I am trying to filter multiple blastn result files in csv format, such that each csv file will only include 3 columns: pident, qcoverage, and stitle. I want to keep only rows with pident and qcoverage above 90, and I want to remove any duplicate stitle rows.
To start with I used this:
data <- lapply(out, "[", 3:5)
to reduce my data down to the required 3 columns:
data list list of length 3 [] list[2652 x3] (S3: data.frame) A data.frame with 2652 rows and 3 columns [] list[2646 x 3] (S3: data.frame) A data.frame with 2646 rows and 3 columns [] list[1460 x 3] (S3:data.frame) A data.frame with 1460 rows and 3 columns
The data in each file now looks like this:
gb|AE006468.2|+|1707351-1707789|ARO:3002571|AAC(6')-Iaa [Salmonella enterica subsp. enterica serovar Typhimurium str. LT2] 96.522 46 gb|AY769962|+|2434-5611|ARO:3000781|adeJ [Acinetobacter baumannii] 87.273 22 gb|CP014358.1|-|2161325-2162750|ARO:3001327|mdtK [Salmonella enterica subsp. enterica serovar Typhimurium] 98.387 100
However, my next step, to exclude all rows with pident column below 90, I am running into trouble. I have tried this:
mydata1 <- lapply[data, function (x) x[data$pident > 90]]

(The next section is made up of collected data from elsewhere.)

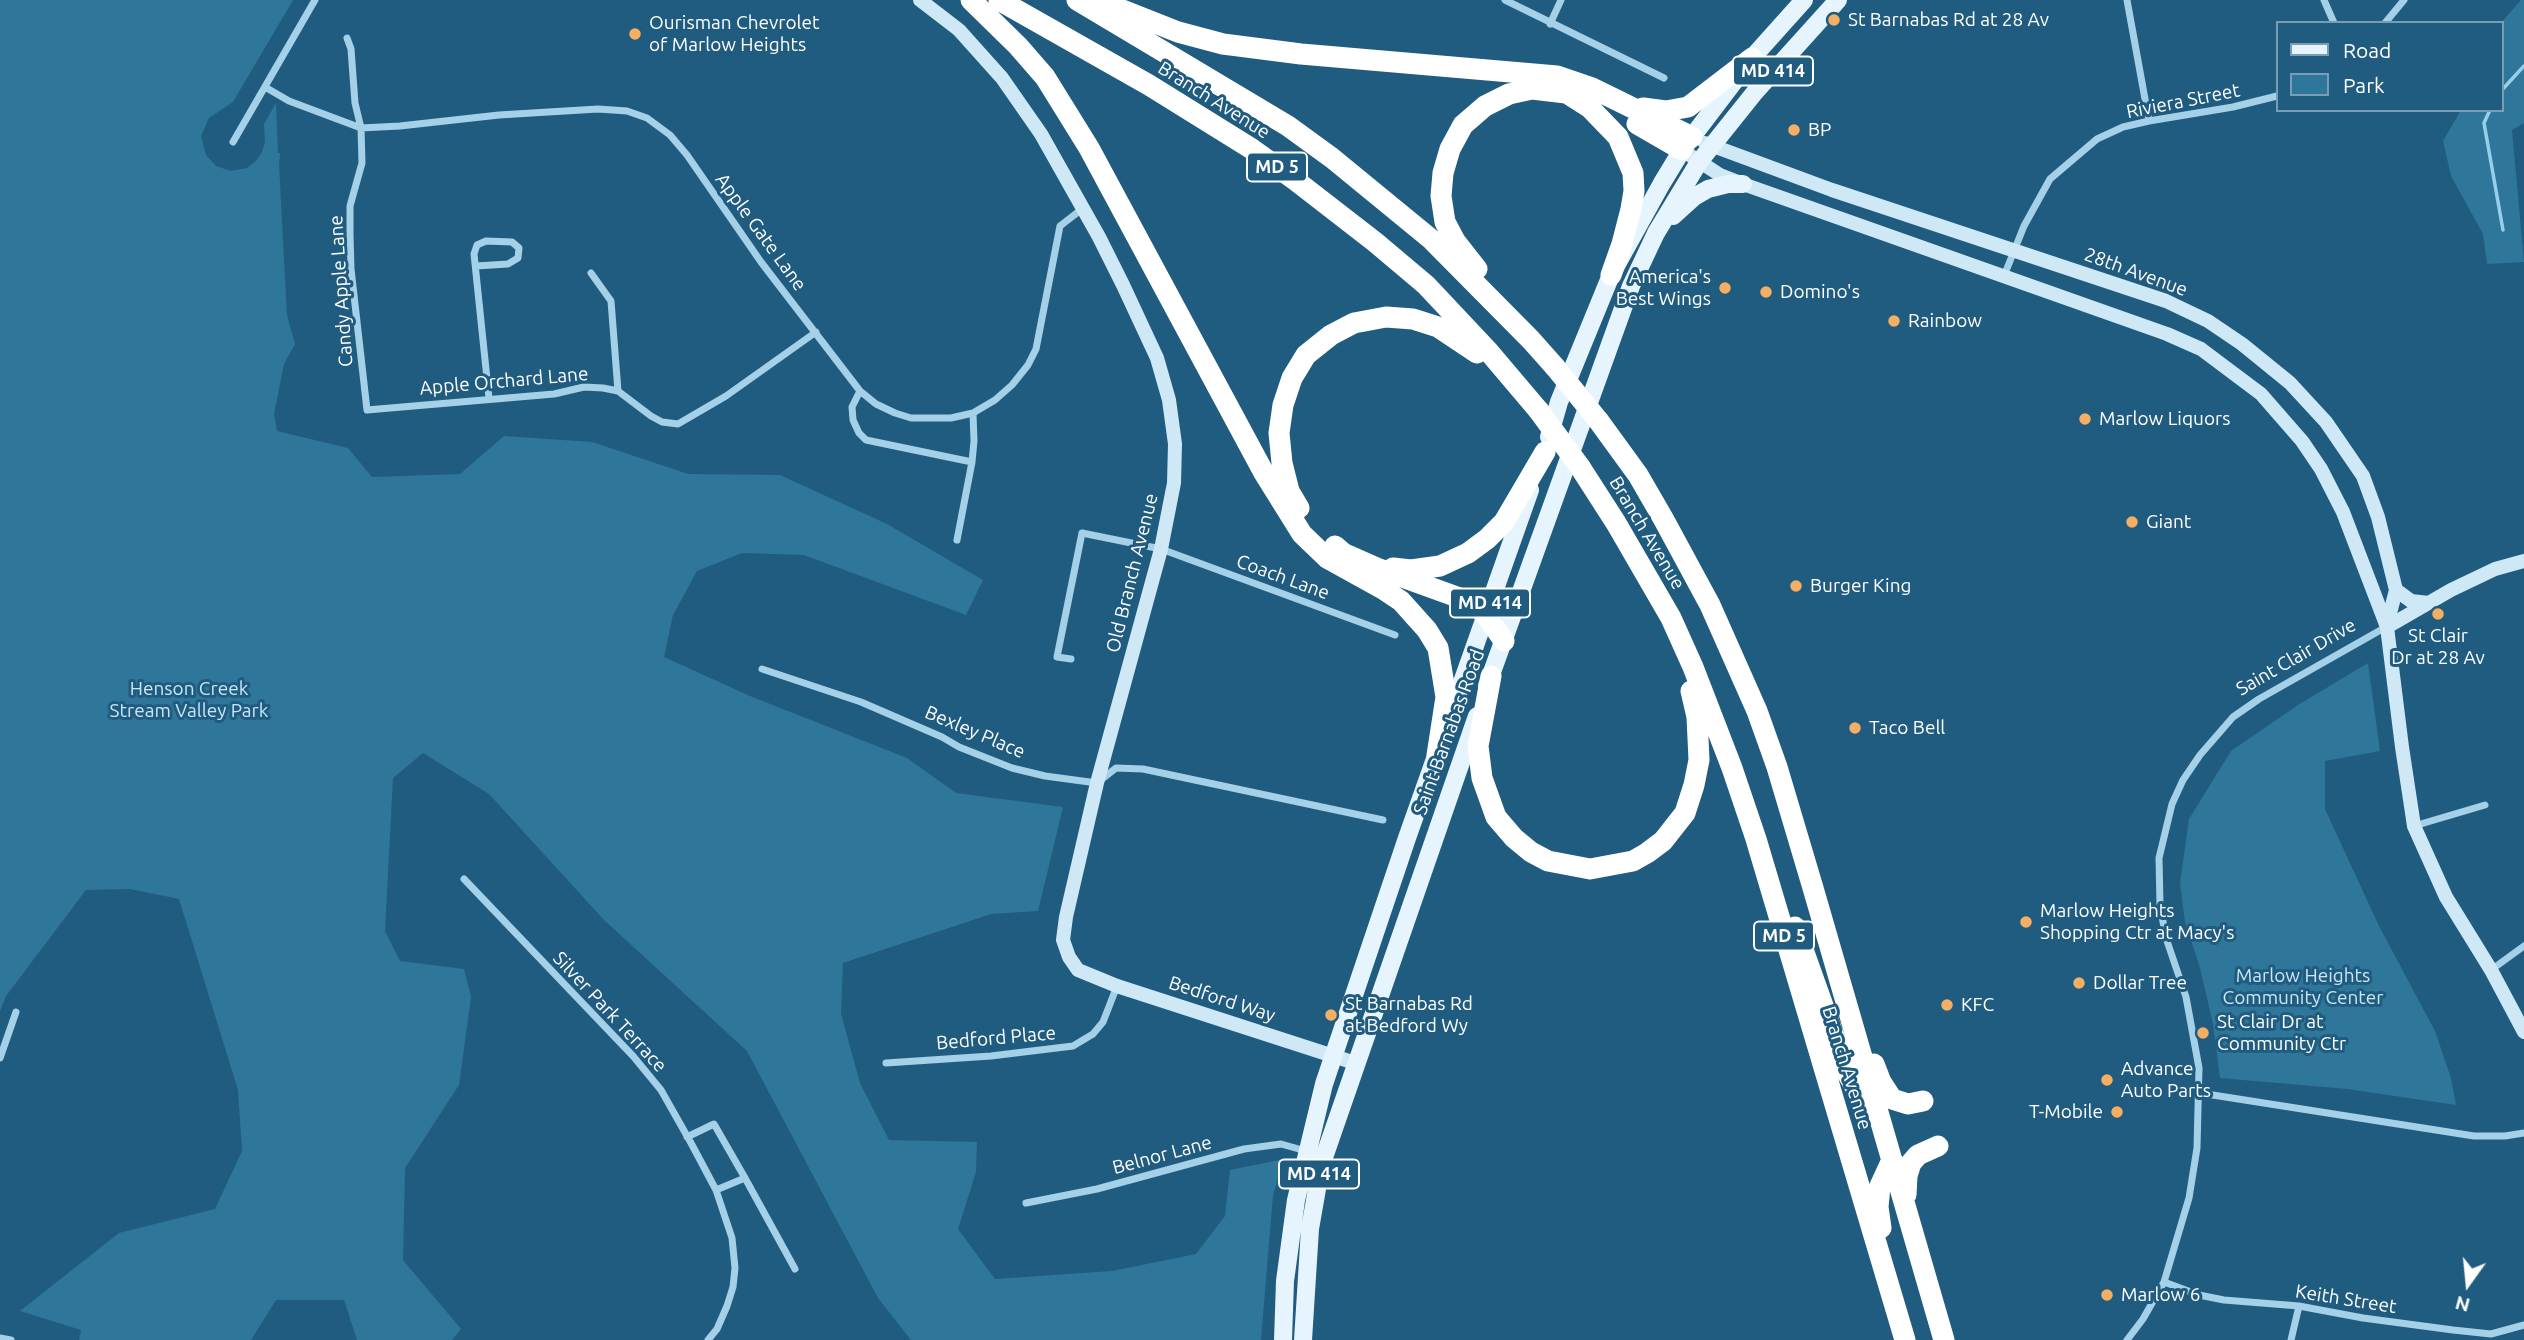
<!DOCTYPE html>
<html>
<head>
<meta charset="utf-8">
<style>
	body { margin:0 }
	#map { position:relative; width:2524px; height:1340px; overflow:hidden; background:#205c7f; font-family:Ubuntu,sans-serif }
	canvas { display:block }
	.legend { position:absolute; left:2276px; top:21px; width:228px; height:91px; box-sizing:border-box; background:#205c7f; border:2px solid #799db2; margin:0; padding:9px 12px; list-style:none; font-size:21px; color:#fff }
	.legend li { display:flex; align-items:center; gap:14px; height:35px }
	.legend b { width:35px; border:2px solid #799db2 }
	.north { position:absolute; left:2433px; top:1249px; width:70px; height:70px; -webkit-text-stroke:5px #205c7f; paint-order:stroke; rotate:195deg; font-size:19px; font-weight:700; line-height:28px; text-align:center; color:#fff }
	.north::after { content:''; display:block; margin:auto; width:24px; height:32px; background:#fff; clip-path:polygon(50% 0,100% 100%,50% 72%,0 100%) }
</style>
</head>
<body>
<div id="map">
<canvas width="2524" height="1340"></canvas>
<ul class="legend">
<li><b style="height:9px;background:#e6f4fd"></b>Road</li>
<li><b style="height:19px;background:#2f769b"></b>Park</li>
</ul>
<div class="north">N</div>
</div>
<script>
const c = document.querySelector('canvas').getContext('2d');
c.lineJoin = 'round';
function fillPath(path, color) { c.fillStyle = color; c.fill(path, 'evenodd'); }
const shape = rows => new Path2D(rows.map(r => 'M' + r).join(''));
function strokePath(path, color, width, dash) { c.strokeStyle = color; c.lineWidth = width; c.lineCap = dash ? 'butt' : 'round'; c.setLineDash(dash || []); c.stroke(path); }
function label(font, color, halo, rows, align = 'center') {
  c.font = font + ' Ubuntu,sans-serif'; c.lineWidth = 6; c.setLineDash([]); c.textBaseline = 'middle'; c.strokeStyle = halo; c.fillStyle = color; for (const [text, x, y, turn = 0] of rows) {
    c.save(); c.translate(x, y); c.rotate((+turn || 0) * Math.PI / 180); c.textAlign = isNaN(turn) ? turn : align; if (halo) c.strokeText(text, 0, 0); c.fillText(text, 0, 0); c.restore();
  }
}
const green = shape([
	[0,0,293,0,233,102,209,118,201,136,206,155,216,166,231,171,247,168,256,161,262,152,265,142,264,124,276,103,278,153,280,153,279,164,287,315,295,344,284,364,274,414,277,431,348,448,372,477,460,474,504,436,592,442,688,474,780,475,887,524,983,580,966,615,804,555,742,553,697,571,673,615,664,657,750,696,907,758,956,793,1063,807,1038,911,991,914,843,963,841,1014,860,1083,889,1140,977,1142,976,1172,958,1229,995,1279,1112,1271,1196,1254,1225,1216,1230,1170,1284,1159,1273,1195,1261,1340,911,1340,878,1298,747,1051,604,920,489,794,423,753,393,778,385,931,400,961,464,969,471,997,459,1085,405,1168,403,1260,461,1329,452,1340,357,1340,344,1300,276,1300,251,1340,79,1340,81,1330,20,1311,119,1233,215,1209,242,1151,238,1090,179,899,130,889,86,890,6,996,0,1011],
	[2521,0,2524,0,2524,123,2512,130,2524,262,2487,264,2483,234,2451,176,2443,141,2461,110,2501,110,2501,23],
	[2368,663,2380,751,2325,761,2325,809,2379,926,2435,1031,2451,1078,2456,1105,2347,1089,2220,1078,2213,1024,2200,968,2185,922,2180,883,2189,819,2231,751,2298,705]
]);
const stream = shape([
	[2501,91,2524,66],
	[2490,110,2484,123,2503,230]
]);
const street = shape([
	[1505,0,1664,78],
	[2127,0,2149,121],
	[2324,0,2334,23],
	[2385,23,2404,0],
	[1550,24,1561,0],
	[347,38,351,49,355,103,361,128,362,163,350,206,350,234,351,269,367,410,554,394,584,387,603,388,618,391,651,416,662,422,678,424,726,396,816,332],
	[265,87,289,101,361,128,400,126,499,115,598,109,627,111,647,118,670,135,687,155,761,262,860,391,876,404,895,413,911,418,951,418,973,413,995,400,1012,385,1028,365,1036,349,1060,226,1082,209],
	[233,142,315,0],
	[476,266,508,264,518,258,519,248,512,242,486,241,477,245,474,254,489,398],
	[591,273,611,301,618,391],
	[2004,276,2024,226,2050,179,2097,139,2123,127,2149,121,2233,107,2277,96],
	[860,391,852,407,853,420,859,433,866,440,972,462],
	[957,540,972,462,974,441,973,413],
	[1071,659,1057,657,1082,533,1161,549,1395,635],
	[762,669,861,702,942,737,959,747,1012,768,1045,776,1097,783,1116,768,1143,769,1383,820],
	[2414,826,2485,805],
	[464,879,633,1056,661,1090,691,1143,716,1190,732,1238,735,1268,733,1287,727,1306,717,1329,708,1340],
	[2491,970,2524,946],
	[0,1058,16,1012],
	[886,1063,991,1056,1073,1046,1093,1034,1103,1022,1117,986],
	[2200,1093,2474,1136,2505,1136,2524,1133],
	[687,1137,714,1124,745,1178],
	[716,1190,745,1178,795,1269],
	[1026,1203,1097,1189,1244,1149,1281,1144,1306,1151],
	[2164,1282,2199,1295,2224,1300,2299,1306,2363,1318,2453,1330,2491,1334,2524,1325],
	[0,1338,11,1340],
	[2127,1340,2143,1319,2164,1282,2189,1198,2197,1148,2199,1068,2186,997,2166,938,2160,905,2159,858,2172,804,2183,780,2200,755,2233,717,2259,699,2386,627],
	[2291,1340,2299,1306]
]);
const secondary = shape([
	[920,0,959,30,1002,78,1041,134,1099,237,1123,285,1157,358,1169,400,1175,444,1174,483,1161,549,1097,783,1066,917,1063,940,1069,957,1078,970,1117,986,1355,1063],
	[1705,143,1832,190,2166,301,2208,321,2242,344,2290,383,2326,422,2363,476,2378,517,2396,590,2387,625],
	[1682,150,1720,175,1743,184,2167,334,2201,349,2261,394,2302,441,2321,469,2343,512,2387,627,2402,747,2414,826,2446,897,2491,970,2524,1032],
	[2396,590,2411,601,2429,603],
	[2387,627,2451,590,2495,569,2524,561]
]);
const primary = shape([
	[1673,216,1694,197,1708,189,1728,184,1743,184],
	[1549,437,1559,402,1611,275,1662,183,1682,150,1752,58,1804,0],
	[1487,686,1631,286,1656,233,1699,162,1755,92,1838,0],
	[1283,1340,1285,1281,1296,1200,1324,1084,1407,838,1530,490],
	[1303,1340,1310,1229,1321,1166,1477,716]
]);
const highway = shape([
	[971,0,1018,46,1045,77,1089,148,1264,473,1302,534,1327,558,1383,589,1401,601,1427,630,1438,648,1446,697,1437,755],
	[999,0,1149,85,1252,149,1295,180,1375,242,1426,285,1489,352,1539,411],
	[1077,0,1288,126,1332,158,1432,240,1531,340,1555,367],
	[1097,0,1178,32,1223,44,1301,54,1557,76,1592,88,1692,137],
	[1568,94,1590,108,1618,137,1633,173,1634,191,1631,209,1622,244,1611,275],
	[1643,108,1666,111,1688,107,1752,58],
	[1637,124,1682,150],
	[1477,269,1455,241,1445,222,1441,196,1443,173,1450,149,1463,125,1485,106,1509,94,1532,89,1566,93,1582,99],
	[1598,420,1638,475,1664,520,1710,605,1757,711,1777,767,1813,888,1944,1340],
	[1580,467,1616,523,1671,618,1693,667,1732,768,1756,839,1905,1340],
	[1299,508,1289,491,1282,463,1279,433,1283,405,1292,378,1306,355,1331,335,1354,323,1386,317,1413,319,1438,327,1477,353],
	[1335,546,1343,553,1377,568,1471,602,1486,615,1504,641],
	[1393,568,1411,570,1440,566,1468,553,1487,539,1504,522,1545,452],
	[1491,676,1478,746,1482,778,1496,817,1514,838,1531,852,1548,861,1590,869,1633,861,1647,853,1663,841,1685,813,1694,785,1699,760,1697,717,1691,691],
	[1795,927,1847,1073,1862,1098,1871,1105],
	[1874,1064,1881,1082,1892,1099,1908,1104,1923,1101],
	[1906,1195,1907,1176,1911,1163,1918,1155,1938,1146],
	[1881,1228,1878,1207,1880,1186,1892,1160]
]);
const highwayBridge = shape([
	[1555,367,1598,420],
	[1539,411,1580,467]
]);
const markers = [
	[1834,20,7,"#f5af64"],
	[635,34,7,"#f5af64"],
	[1794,130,7,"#f5af64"],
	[1725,288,7,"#f5af64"],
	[1766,292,7,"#f5af64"],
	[1894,321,7,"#f5af64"],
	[2085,419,7,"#f5af64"],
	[2132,522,7,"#f5af64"],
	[1796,586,7,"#f5af64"],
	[2438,614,7,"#f5af64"],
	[1855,728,7,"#f5af64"],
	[2026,922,7,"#f5af64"],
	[2079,983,7,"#f5af64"],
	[1947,1005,7,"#f5af64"],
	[1331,1015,7,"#f5af64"],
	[2203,1033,7,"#f5af64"],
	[2107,1080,7,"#f5af64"],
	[2117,1112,7,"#f5af64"],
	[2107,1295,7,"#f5af64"]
];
const shields = [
	[1773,71,80],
	[1277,167,60],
	[1490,603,80],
	[1784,936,60],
	[1319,1174,80]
];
const shieldNames = [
	["MD 414",1773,71],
	["MD 5",1277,167],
	["MD 414",1490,603],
	["MD 5",1784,936],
	["MD 414",1319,1174]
];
const poiNames = [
	["St Barnabas Rd at 28 Av",1848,20],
	["Ourisman Chevrolet",649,23],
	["of Marlow Heights",649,45],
	["BP",1808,130],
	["America's",1711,277,"right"],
	["Best Wings",1711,299,"right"],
	["Domino's",1780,292],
	["Rainbow",1908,321],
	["Marlow Liquors",2099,419],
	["Giant",2146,522],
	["Burger King",1810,586],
	["St Clair",2438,636,"center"],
	["Dr at 28 Av",2438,658,"center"],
	["Taco Bell",1869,728],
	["Marlow Heights",2040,911],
	["Shopping Ctr at Macy's",2040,933],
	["Dollar Tree",2093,983],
	["St Barnabas Rd",1345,1004],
	["at Bedford Wy",1345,1026],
	["KFC",1961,1005],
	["St Clair Dr at",2217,1022],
	["Community Ctr",2217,1044],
	["Advance",2121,1069],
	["Auto Parts",2121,1091],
	["T-Mobile",2103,1112,"right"],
	["Marlow 6",2121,1295]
];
const streetNames = [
	["Branch Avenue",1214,100,32],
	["Riviera Street",2183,101,-11],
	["Apple Gate Lane",761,232,54],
	["28th Avenue",2136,272,20],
	["Candy Apple Lane",341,291,-94],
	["Apple Orchard Lane",504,381,-5],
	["Branch Avenue",1647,533,59],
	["Old Branch Avenue",1132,573,-76],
	["Coach Lane",1283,577,20],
	["Saint Clair Drive",2296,657,-30],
	["Bexley Place",975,732,23],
	["Saint Barnabas Road",1449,732,-70],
	["Bedford Way",1222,999,18],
	["Silver Park Terrace",610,1012,47],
	["Bedford Place",996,1038,-5],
	["Branch Avenue",1847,1068,73],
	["Belnor Lane",1162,1155,-15],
	["Keith Street",2346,1299,9]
];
const parkNames = [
	["Henson Creek",189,689],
	["Stream Valley Park",189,711],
	["Marlow Heights",2303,976],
	["Community Center",2303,998]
];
fillPath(green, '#2f769b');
strokePath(stream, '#98cee9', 3.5);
strokePath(street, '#a4d0e8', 7);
strokePath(secondary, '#cfe8f6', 14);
strokePath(primary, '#e6f4fd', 18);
strokePath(highway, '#fff', 21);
strokePath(highwayBridge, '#fff', 21);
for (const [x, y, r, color] of markers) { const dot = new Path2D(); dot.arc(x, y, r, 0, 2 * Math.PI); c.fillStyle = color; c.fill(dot); strokePath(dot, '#205c7f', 2.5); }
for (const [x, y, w] of shields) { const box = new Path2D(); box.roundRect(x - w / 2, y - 14.5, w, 29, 5); c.fillStyle = '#205c7f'; c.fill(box); strokePath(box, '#fff', 2); }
label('bold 18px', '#fff', null, shieldNames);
label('19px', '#fff', '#205c7f', poiNames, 'left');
label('19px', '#fff', '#205c7f', streetNames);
label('19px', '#c8e6f6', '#205c7f', parkNames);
</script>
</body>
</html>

but it does not seem to do this. Could anyone suggest how I could accomplish this better? I would also like to remove rows with duplicate stitles, for which I am planning on using the "distinct()" function of dplyr as I have seen in another post, something like this:
distinct(dat, stitle, .keep_all = TRUE)
but if this looks foolish, please let me know.
(P.S. This is reposted on behalf of someone else, who might also respond.)